Fala upałów w Szwecji. Codziennie dochodzi do utonięć – alarmuje Svenska Livräddningssällskapet

Svenska Livräddningssällskapet alarmuje: w trakcie fali upałów w Szwecji dochodzi średnio do jednego utonięcia dziennie. Ofiarami są zarówno dzieci, jak i dorośli. Brakuje umiejętności pływania i nadzoru nad dziećmi.

Wraz z falą upałów, która ogarnęła Szwecję, gwałtownie wzrosła liczba utonięć. Svenska Livräddningssällskapet (Szwedzkie Towarzystwo Ratownictwa Wodnego) alarmuje, że w ciągu ostatnich dwóch tygodni notuje się średnio jedno utonięcie dziennie.

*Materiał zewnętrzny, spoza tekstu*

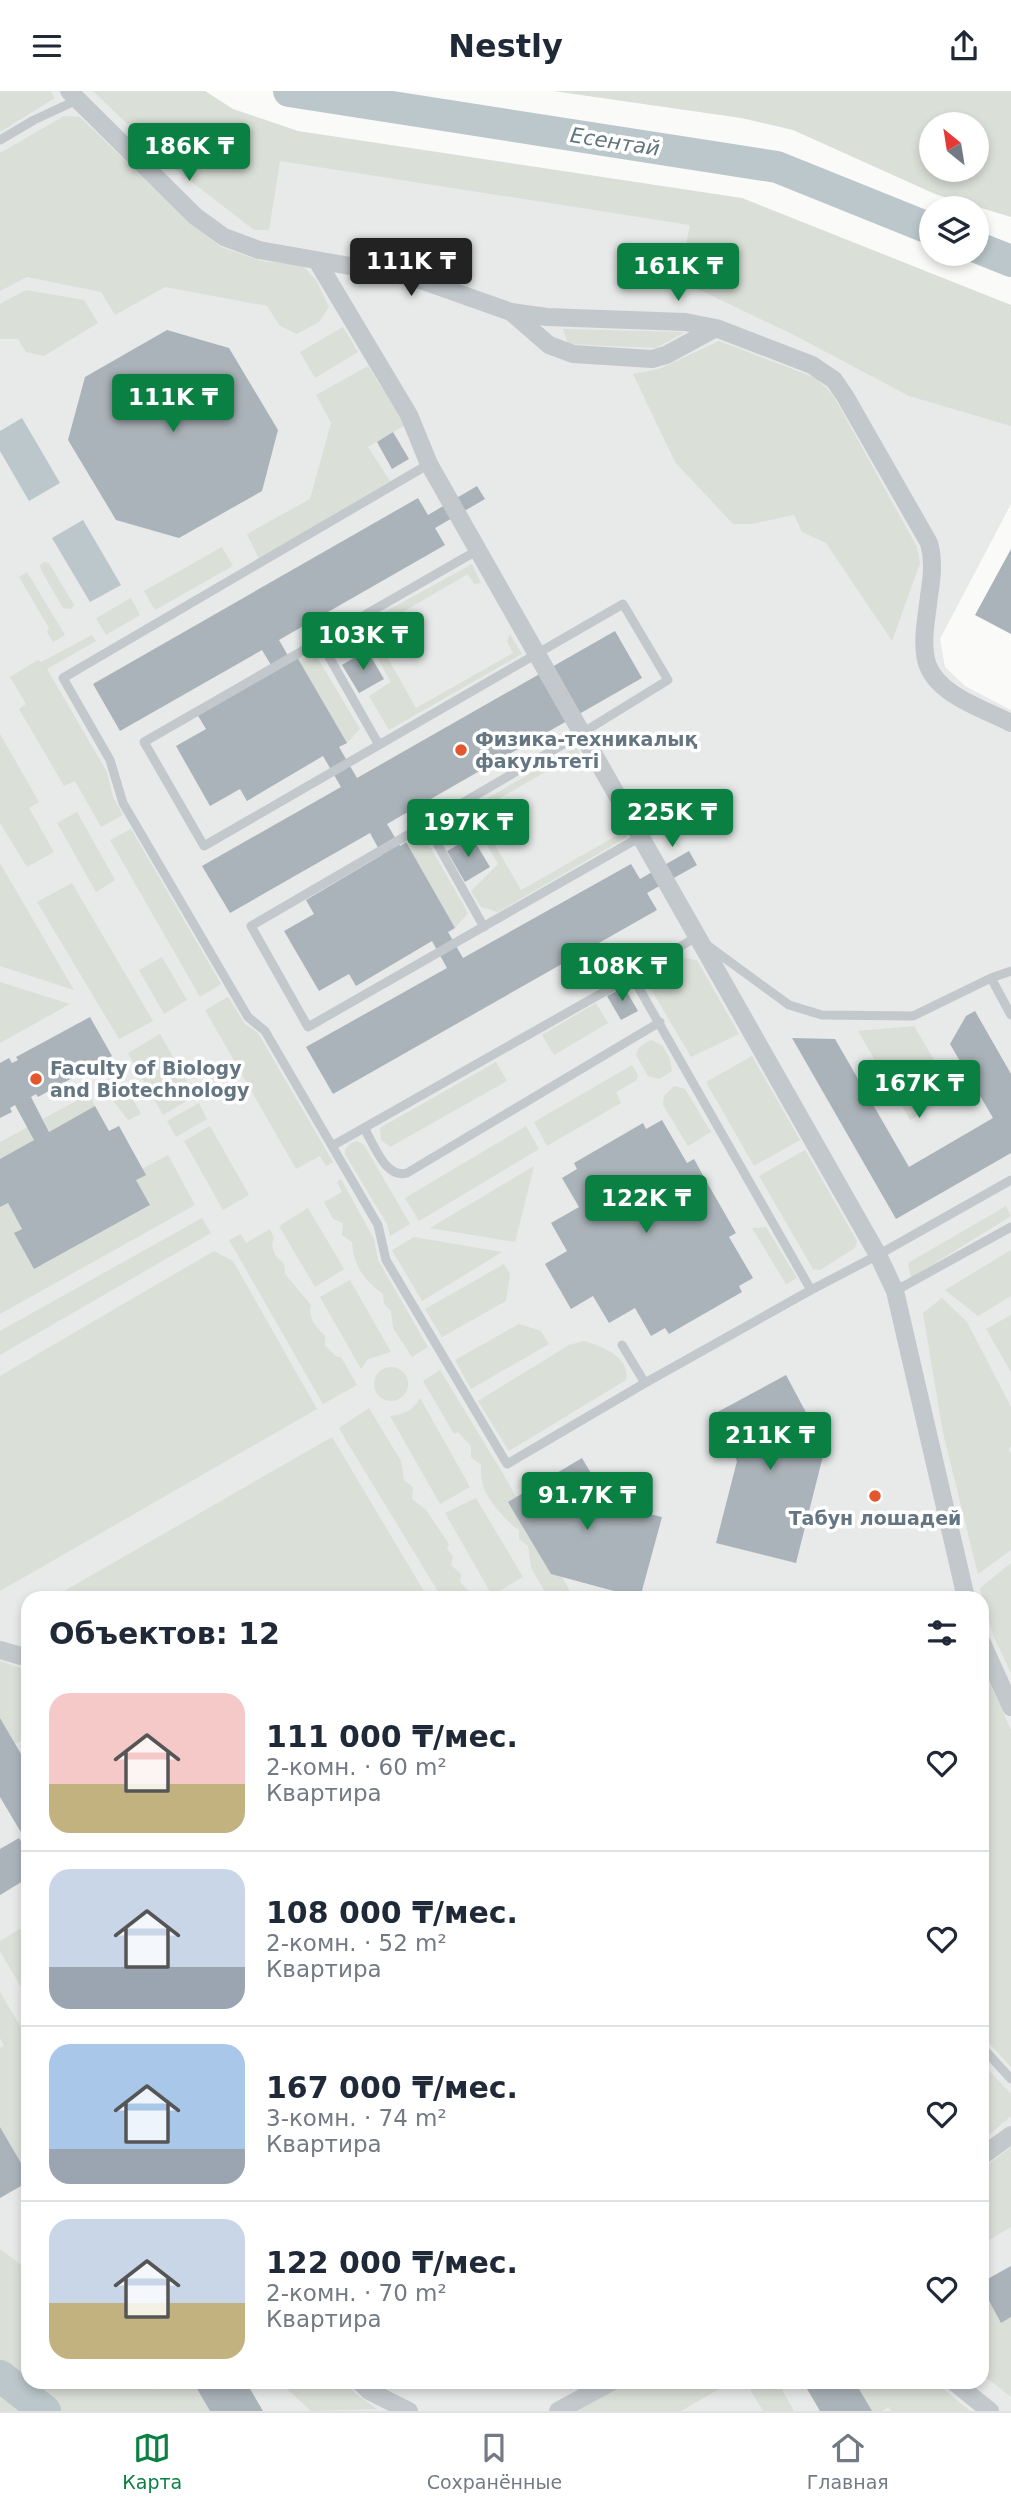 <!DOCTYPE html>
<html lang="ru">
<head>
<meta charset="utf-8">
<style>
  :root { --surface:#fff; --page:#f2f2f3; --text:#1f2937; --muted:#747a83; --line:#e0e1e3; --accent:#0b8043 }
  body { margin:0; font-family:"DejaVu Sans",sans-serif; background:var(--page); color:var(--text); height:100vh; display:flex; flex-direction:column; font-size:26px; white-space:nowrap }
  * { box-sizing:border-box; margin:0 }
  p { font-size:23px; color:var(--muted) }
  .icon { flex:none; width:38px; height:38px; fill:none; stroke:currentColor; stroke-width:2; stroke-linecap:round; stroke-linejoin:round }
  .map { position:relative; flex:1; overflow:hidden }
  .panel { position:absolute; left:21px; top:1500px; width:968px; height:798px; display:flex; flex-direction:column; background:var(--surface); border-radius:21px; box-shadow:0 4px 10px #0003 }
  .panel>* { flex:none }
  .needle { width:46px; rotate:330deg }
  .controls { position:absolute; left:919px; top:21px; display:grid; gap:14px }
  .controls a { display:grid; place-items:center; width:70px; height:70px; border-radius:50%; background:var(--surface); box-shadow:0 4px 10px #0003; font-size:35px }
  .price { position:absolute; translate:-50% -60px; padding:0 16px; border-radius:7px; background:var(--accent); color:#fff; font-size:23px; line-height:46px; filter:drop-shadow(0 2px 4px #0008) }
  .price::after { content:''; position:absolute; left:50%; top:42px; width:21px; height:16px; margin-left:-10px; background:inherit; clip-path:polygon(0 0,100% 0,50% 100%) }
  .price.on { background:#222; color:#fff }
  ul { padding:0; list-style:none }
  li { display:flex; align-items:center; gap:21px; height:175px; padding:0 28px }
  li+li { border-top:2px solid var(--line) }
  li span { display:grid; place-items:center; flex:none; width:196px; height:140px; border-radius:21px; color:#555 }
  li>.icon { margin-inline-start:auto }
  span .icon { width:84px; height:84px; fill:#fffc; stroke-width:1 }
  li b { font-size:30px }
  h2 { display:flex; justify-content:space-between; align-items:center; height:84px; padding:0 28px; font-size:30px }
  header { display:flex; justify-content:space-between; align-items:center; height:91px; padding:0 28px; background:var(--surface); font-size:32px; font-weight:600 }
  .tab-bar { display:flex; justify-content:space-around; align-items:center; height:98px; border-top:2px solid var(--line); background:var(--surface); font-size:19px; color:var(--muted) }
  .tab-bar a { display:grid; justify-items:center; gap:4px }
  .tab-bar .on { color:var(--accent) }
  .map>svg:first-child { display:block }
  .built { fill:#e8e9e9 }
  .green { fill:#dadfd7; fill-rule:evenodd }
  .water { fill:#bbc7cb }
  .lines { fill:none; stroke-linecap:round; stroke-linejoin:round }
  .river { stroke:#bbc7cb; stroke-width:32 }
  .building { fill:#aab3b9 }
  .lane { stroke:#c3c8cc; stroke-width:9 }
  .street { stroke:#c3c8cc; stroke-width:18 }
  .poi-dot { fill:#e4572e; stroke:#fff; stroke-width:2.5 }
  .labels { text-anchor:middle; stroke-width:7; stroke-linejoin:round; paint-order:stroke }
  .poi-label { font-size:19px; font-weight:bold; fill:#657683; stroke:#fff; text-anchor:start }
  .water-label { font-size:21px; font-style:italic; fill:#60757c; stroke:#fff }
</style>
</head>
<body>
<header><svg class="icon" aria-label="menu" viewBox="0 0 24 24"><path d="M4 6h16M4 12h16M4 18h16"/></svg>Nestly<svg class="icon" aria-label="share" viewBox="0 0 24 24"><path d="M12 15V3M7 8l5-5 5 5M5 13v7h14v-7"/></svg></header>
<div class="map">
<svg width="1011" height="2320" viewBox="0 0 1011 2320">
  <rect width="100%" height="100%" fill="#fafaf8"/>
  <path class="built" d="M0,0H192L270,49L742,121L1011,236V413L940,548L945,576L965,595L1011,619V2320H104L71,2291H982V1507H28V2246L0,2212Z"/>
  <path class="green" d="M0,0H50L55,7L0,41Z
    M93,0H205L233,18L298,40L742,107L1011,214V335L909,305L794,244L679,189L690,134L280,70L269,139H254L170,74Z
    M553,0H1011V126L935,103L793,39L741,27ZM976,33V79H931V33Z
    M64,25L80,26L189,131L221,156L261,170L302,174L316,189L329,216L319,231L297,243L280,235L267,215L165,196L115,224L101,201L27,186L0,200V62Z
    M26,199L84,209L98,232L44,265L26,261L18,248H0V213Z
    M343,236L358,261L315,287L300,261Z
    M563,238L685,241L656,257L568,253Z
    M719,250L816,287L833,304L917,456L920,472L892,550L826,452L802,441L794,424L751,433H733L675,371L633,283L659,278Z
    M368,275L405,334L368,356L390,390L259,468L247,443L310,408L331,332L316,304Z
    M222,456L233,475L155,519L144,500Z
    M44,471L49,472L74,514L71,518L63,517L41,479L40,474Z
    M472,473L481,492L474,493L468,483L372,539L416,617L513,562L507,550L510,543L522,563L389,639L369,605L391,591L362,540L363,533Z
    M27,481L65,544L53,551L47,541L49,537L19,486Z
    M131,507L140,524L106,544L96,527Z
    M92,544L96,550L47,578L107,681L113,706L123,724L101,736L75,690L64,695L19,618L26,613L10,586L38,569L41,571Z
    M297,566H317L360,638L347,652Z
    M0,643L39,711L29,717L54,761L27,776L0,732Z
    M576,656L586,674H578L573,665L476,721L521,799L618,744L612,733L616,726L627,746L498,821L481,816L471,800L498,773L467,719Z
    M77,721L115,789L96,801L57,732Z
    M131,738L221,893L200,906L110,749Z
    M427,750L468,822L455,837L406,751Z
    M0,772L74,899L0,875Z
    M72,792L153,930L119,948L37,811Z
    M162,866L187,909L164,923L139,879Z
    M682,867L697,869L739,943L691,966L648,893L651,883Z
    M0,891L70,913L0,952Z
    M228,906L245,933L258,942L333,1071L326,1075L320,1065L296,1078L205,919Z
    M596,912L608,932L554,964L542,944Z
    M914,935L954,1003L910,1029L858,940Z
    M160,943L195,1005L163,1024L128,962Z
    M651,949L663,955L670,968L672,980L659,988L648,985L636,964C638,955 643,953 651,949Z
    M752,965L800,1049L754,1075L706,991Z
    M496,971L507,990L390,1056L381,1049L380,1037Z
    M632,974L638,984L637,989L616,1001L621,1012L547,1055L534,1031Z
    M119,983L141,1023L128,1029L100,993Z
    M674,995L685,998L711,1041L688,1055L663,1014L664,1005Z
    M89,1003L95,1015L49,1041L43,1028Z
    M199,1012L207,1028L176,1046L167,1030Z
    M210,1035L249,1104L223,1119L184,1050Z
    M526,1035L539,1058L419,1130L405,1107Z
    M28,1036L34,1049L0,1068V1051Z
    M357,1050L364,1054L410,1133L390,1145L387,1133L345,1063V1058L351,1052Z
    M805,1059L857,1150L855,1157L820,1179L813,1178L759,1085Z
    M168,1064L195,1114L0,1223V1116L8,1112L22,1138L15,1142L34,1178L149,1115L136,1089L142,1078Z
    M534,1075L515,1151L430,1137Z
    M341,1088L374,1148L378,1169L428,1256L412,1266L393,1237L391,1220L384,1213L383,1203C363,1188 354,1175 352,1151L342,1144L343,1132L333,1128L324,1111L342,1101L337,1091Z
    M1006,1115L1011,1125L911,1187L908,1172Z
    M308,1117L344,1178L315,1196L279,1135Z
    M202,1127L211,1142L0,1264V1240Z
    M766,1136L797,1187L786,1193L752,1137Z
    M270,1138L274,1147C269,1158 276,1166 284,1173L285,1183L311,1214C307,1224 316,1238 325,1244V1255L337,1266H341L357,1294L323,1313L229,1149L241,1143L246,1152Z
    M414,1146L502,1161L422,1210L392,1159Z
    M1011,1159V1205L978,1225L945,1199Z
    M214,1160L233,1170L317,1318L0,1500V1285Z
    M504,1173L510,1183L506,1210L442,1246L425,1218Z
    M350,1189L391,1261L368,1268L361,1278L320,1206Z
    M942,1207L967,1231L1011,1316V1355L1009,1358L1011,1362V1459L978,1483L943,1342L923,1222Z
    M1011,1224V1281L986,1238Z
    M519,1233L541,1240L549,1253L471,1298L455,1269Z
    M584,1250C601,1255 631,1266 626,1289L509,1360L478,1310L569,1254Z
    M374 1293a17 17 0 1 1 34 0a17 17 0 1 1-34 0Z
    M440,1279L502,1381L574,1507H548L531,1476L528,1455L519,1448V1439C506,1431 485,1406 482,1391C481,1385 481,1379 481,1374L471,1366V1355L458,1341L454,1343L423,1290Z
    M420,1307L470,1396L440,1413L390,1325C403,1324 414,1319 420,1307Z
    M369,1317L401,1370L404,1389L413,1396L412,1408L426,1419L449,1453L447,1458L453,1465L451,1474L461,1483L460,1491L475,1506L479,1507H442L350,1356L339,1337Z
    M332,1346L428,1507H52Z
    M476,1407L523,1486L492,1504L445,1422Z
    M1011,1472V1582L993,1544L980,1497Z
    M0,1570L28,1580V1646L15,1653L0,1627Z
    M982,1575L1011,1639V1976L982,1944Z
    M28,1833V1908L0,1860V1850Z
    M0,1901L28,1948V2084L0,2036V1957L4,1955L0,1947Z
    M982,1972L1011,2003V2025L982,2050Z
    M1011,2056V2136L982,2153V2078Z
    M0,2158L28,2179V2291H148L153,2299L168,2291H193L210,2320H0Z
    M982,2197L1001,2232L1011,2226V2306L982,2283Z
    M279,2291H345L356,2303L377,2318L311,2320Z
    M625,2291H731L681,2320H573Z
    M762,2291H781L780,2295L794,2320H763L750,2298Z
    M855,2291H935L970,2320H891L889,2316L882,2320H872Z"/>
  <path class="water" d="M22,327L60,392L29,410L0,360V340Z
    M83,429L121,494L90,511L52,447Z"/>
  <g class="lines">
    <path class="river" d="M289,0L777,76L931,138
      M976,156L1011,170
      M0,2285L45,2320"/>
  </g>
  <path class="building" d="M167,239L229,257L278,339L262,400L179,447L116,429L68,349L85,286Z
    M393,341L409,368L392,378L377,351Z
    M477,395L485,408L435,437L445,454L279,549L291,570L297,566L347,652L339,656L357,687L615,540L642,587L387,733L400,755L406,751L455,837L448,841L463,867L631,773L640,788L689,760L697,774L647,802L657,819L333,1003L306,956L447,877L432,850L356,895L349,883L319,900L284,840L314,823L306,809L382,764L370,742L230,822L202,775L341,696L323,665L247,710L240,698L210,715L176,655L206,638L197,623L274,579L262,559L120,640L93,593L418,407L428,424Z
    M1011,458V543L975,524Z
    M367,559L384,588L359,602L342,574Z
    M472,746L490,776L465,791L447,760Z
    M624,896L638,920L621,929L607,905Z
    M975,920L1011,983V1062L896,1128L792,947L835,948L909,1076L993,1027L950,953L966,925Z
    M90,926L112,965L38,1006L36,1003L31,1006L49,1041L95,1015L109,1040L119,1035L146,1084L136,1089L150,1114L34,1178L14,1142L22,1138L8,1112L0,1116V1068L34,1049L15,1014L10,1017L12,1021L0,1027V972L9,967L12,972L18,969L16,966Z
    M662,1029L687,1072L694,1068L705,1088L736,1142L729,1146L753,1187L739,1195L742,1201L669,1243L665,1237L651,1245L635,1217L609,1232L593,1205L571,1218L545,1173L567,1160L551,1132L579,1116L562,1087L577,1078L574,1072L643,1032L646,1038Z
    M786,1284L825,1357L796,1472L716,1452L737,1370L712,1324Z
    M582,1367L609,1413L662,1426L640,1507L551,1483L508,1411Z
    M0,1627L28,1675V1740L22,1743L0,1706Z
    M19,1747L28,1762V1787L0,1804V1758Z
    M0,2036L28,2084V2091L0,2107Z
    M1011,2175V2226L1001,2232L982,2197V2191Z
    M193,2291H246L263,2320H210Z
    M803,2291H855L872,2320H820Z"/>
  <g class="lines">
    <path class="lane" d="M0,49L34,29L77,9
      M429,373L63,587L110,669L123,712L248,926L265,940L378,1134L386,1169L507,1373L645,1292L811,1199L632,885
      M478,459L144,651L204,755L623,513L668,589L574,647L251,835L308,936L642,745
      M320,550L379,654
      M426,733L484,836
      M991,887L1011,924
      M364,1037C374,1053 385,1088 407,1082L660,931
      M332,1055L632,885L696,846L789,914L822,924L913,925L991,887L1011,880
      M811,1199L878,1164L1011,1089
      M895,1200L1011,1136
      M622,1254L645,1292
      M982,1956L1011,1988"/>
    <path class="street" d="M69,0L195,125L224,146L259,159L412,186L511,221L547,226L685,231L716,237L812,274L834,289L845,305L929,452C934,470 932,486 929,505C927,526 920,554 928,575C940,605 984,618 1011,632
      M317,170L409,324L429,373L878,1164L895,1200L966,1507
      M511,221L549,254L573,263L652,268L666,264L716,237
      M982,1552L1011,1616
      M0,1559L28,1567
      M982,2065L1011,2044
      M360,2291L369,2300L409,2320
      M954,2291L990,2320
      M558,2320L611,2291"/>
  </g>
  <g class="poi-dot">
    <circle cx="461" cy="659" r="7"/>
    <circle cx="36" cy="988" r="7"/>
    <circle cx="875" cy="1405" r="7"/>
  </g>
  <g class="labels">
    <g class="poi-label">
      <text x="475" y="655">Физика-техникалық<tspan x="475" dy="22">факультеті</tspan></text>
      <text x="50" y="984">Faculty of Biology<tspan x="50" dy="22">and Biotechnology</tspan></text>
      <text x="875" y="1434" text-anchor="middle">Табун лошадей</text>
    </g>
    <g class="water-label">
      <text transform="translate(615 51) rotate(9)" y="7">Есентай</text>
    </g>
  </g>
</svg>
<div class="controls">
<a><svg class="needle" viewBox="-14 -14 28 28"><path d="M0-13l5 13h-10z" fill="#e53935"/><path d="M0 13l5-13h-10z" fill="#747a83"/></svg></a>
<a><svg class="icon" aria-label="layers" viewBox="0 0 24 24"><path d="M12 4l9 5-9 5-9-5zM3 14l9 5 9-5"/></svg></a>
</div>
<b class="price" style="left:189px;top:92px">186K ₸</b>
<b class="price on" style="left:411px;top:207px">111K ₸</b>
<b class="price" style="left:678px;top:212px">161K ₸</b>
<b class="price" style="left:173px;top:343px">111K ₸</b>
<b class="price" style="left:363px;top:581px">103K ₸</b>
<b class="price" style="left:672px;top:758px">225K ₸</b>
<b class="price" style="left:468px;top:768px">197K ₸</b>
<b class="price" style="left:622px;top:912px">108K ₸</b>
<b class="price" style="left:919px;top:1029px">167K ₸</b>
<b class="price" style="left:646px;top:1144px">122K ₸</b>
<b class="price" style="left:770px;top:1381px">211K ₸</b>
<b class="price" style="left:587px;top:1441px">91.7K ₸</b>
<section class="panel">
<h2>Объектов: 12<svg class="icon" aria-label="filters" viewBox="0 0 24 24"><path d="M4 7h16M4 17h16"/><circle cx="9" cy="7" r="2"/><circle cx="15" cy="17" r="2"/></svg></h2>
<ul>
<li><span style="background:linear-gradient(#f6c9c9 65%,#c2b280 0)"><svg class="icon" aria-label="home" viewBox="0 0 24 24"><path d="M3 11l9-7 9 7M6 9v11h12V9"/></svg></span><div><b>111 000 ₸/мес.</b><p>2-комн. · 60 m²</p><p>Квартира</p></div><svg class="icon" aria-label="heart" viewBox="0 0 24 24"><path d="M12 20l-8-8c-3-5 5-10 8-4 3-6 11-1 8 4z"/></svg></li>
<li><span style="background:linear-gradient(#c9d6e8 70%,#9aa5b1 0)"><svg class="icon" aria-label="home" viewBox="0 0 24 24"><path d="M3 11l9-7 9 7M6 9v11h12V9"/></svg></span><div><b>108 000 ₸/мес.</b><p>2-комн. · 52 m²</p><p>Квартира</p></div><svg class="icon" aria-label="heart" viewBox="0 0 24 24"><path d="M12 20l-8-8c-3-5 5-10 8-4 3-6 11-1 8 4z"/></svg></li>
<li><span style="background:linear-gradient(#a9c7e8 75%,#9aa5b1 0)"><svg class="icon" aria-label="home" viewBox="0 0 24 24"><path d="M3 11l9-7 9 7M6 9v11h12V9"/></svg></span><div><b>167 000 ₸/мес.</b><p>3-комн. · 74 m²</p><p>Квартира</p></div><svg class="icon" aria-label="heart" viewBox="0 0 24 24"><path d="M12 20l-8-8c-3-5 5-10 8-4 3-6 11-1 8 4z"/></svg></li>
<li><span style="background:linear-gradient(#c9d6e8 60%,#c2b280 0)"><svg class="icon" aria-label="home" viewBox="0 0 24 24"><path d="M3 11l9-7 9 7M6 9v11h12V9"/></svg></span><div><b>122 000 ₸/мес.</b><p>2-комн. · 70 m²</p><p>Квартира</p></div><svg class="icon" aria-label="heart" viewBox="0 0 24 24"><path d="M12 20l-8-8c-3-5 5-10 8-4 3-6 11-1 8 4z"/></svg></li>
</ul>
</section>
</div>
<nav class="tab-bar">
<a class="on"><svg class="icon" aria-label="map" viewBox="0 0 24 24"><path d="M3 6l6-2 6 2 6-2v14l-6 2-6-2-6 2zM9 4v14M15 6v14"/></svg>Карта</a>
<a><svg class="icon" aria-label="saved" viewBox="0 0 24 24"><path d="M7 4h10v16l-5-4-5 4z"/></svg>Сохранённые</a>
<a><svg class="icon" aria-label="home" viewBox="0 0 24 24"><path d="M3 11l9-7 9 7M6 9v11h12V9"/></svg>Главная</a>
</nav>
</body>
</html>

– To ekstremalnie dużo – mówi Göran Bertilsson, przewodniczący rady bezpieczeństwa organizacji.


Statystyki są niepokojące

Do końca czerwca życie w wyniku utonięcia straciło już 40 osób. Choć pełne dane za lipiec nie są jeszcze dostępne, ratownicy wodni podkreślają, że obecny poziom utonięć stanowi alarmujący sygnał.

- Reklama -

– To bardzo wysoki szczyt sezonowy. Czy cały lipiec okaże się bardziej tragiczny niż zwykle, jeszcze nie wiadomo – dodaje Bertilsson.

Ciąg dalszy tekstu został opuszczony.